◆ EXERCISE DIRECTIONS
Among the entries that follow, find the lines containing the string "green" and copy them.

◆ DATA SUPPLIED
──────────────────────────────
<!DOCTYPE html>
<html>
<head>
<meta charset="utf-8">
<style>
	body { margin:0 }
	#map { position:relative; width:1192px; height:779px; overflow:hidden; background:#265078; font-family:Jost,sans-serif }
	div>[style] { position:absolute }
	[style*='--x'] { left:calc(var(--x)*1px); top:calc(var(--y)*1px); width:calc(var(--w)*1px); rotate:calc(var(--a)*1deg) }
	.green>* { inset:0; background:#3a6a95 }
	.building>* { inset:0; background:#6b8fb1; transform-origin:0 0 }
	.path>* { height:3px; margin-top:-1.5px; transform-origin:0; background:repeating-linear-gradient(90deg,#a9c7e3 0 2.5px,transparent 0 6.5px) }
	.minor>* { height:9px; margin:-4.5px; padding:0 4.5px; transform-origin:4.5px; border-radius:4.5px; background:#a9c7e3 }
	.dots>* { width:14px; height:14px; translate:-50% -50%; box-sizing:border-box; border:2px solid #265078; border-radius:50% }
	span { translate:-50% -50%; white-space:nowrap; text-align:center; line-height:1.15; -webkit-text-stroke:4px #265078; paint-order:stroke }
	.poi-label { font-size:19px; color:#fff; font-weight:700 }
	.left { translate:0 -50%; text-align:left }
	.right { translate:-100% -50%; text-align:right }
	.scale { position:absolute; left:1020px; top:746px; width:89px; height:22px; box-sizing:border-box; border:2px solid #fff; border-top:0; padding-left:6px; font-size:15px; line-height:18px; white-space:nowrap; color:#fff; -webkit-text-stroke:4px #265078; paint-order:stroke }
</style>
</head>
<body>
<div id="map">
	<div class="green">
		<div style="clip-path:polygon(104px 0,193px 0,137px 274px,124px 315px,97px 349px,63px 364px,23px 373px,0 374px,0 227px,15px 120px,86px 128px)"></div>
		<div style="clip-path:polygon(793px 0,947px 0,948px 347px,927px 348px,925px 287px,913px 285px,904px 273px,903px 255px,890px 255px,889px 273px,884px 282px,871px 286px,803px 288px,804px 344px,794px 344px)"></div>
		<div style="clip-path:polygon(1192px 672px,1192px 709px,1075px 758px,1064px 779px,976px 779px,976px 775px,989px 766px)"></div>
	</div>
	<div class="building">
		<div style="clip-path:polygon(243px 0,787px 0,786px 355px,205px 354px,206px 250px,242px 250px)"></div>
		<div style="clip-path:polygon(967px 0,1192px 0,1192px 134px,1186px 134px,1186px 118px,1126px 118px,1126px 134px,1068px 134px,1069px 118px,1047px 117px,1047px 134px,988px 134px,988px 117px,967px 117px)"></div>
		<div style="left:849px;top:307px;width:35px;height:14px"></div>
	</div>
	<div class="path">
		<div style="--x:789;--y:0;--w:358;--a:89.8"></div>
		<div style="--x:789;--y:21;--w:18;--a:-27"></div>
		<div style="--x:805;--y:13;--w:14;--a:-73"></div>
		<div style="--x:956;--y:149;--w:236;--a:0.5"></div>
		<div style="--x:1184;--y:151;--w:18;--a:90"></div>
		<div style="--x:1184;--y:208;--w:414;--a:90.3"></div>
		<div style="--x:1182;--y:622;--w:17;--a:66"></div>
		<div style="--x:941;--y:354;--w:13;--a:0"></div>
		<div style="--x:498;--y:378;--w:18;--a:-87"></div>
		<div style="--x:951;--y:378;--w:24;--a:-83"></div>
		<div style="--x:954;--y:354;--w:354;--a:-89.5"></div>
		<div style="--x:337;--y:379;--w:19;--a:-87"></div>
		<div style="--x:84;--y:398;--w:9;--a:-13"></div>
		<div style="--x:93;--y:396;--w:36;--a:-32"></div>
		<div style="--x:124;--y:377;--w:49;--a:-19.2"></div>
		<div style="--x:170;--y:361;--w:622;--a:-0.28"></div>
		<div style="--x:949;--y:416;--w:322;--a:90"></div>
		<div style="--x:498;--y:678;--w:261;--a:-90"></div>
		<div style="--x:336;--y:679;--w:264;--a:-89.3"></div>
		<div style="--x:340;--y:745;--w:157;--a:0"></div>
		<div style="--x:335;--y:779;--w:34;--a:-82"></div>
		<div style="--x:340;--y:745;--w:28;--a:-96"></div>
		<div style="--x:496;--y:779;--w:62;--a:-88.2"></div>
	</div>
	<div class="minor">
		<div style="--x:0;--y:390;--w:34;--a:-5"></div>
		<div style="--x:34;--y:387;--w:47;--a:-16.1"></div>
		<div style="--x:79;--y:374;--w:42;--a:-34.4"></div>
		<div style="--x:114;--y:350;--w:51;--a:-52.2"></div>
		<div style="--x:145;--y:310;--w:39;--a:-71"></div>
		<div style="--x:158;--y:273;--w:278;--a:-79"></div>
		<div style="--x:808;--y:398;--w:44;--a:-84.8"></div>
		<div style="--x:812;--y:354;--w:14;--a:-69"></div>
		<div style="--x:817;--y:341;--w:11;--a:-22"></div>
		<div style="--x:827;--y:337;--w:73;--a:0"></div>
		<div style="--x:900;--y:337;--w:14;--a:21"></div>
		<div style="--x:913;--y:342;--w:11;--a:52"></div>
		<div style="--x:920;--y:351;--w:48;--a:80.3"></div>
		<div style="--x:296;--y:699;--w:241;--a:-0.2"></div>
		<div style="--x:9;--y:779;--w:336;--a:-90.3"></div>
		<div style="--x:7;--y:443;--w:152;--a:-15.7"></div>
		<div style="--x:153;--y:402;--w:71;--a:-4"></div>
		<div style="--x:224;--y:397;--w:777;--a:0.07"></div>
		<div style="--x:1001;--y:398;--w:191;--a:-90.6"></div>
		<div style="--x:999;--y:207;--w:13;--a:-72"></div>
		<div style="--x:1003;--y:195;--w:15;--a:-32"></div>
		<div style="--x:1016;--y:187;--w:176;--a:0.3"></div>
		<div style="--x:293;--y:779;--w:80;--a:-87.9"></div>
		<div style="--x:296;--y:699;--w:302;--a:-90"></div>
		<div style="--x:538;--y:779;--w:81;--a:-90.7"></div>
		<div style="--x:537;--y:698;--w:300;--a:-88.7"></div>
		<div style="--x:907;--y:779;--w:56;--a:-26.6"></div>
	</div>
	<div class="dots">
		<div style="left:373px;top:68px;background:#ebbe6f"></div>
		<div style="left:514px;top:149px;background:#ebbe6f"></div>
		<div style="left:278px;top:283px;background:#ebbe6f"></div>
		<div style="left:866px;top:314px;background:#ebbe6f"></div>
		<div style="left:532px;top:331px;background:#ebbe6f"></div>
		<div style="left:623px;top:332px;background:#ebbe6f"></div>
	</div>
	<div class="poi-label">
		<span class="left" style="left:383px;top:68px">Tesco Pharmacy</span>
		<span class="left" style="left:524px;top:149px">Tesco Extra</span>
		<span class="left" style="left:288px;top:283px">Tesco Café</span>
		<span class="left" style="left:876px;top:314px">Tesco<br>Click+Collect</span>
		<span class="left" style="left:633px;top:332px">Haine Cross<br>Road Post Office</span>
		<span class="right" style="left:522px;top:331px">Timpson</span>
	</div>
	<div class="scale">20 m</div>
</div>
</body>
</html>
──────────────────────────────
◆ ANSWER FOR THE TASK
	.green>* { inset:0; background:#3a6a95 }
	<div class="green">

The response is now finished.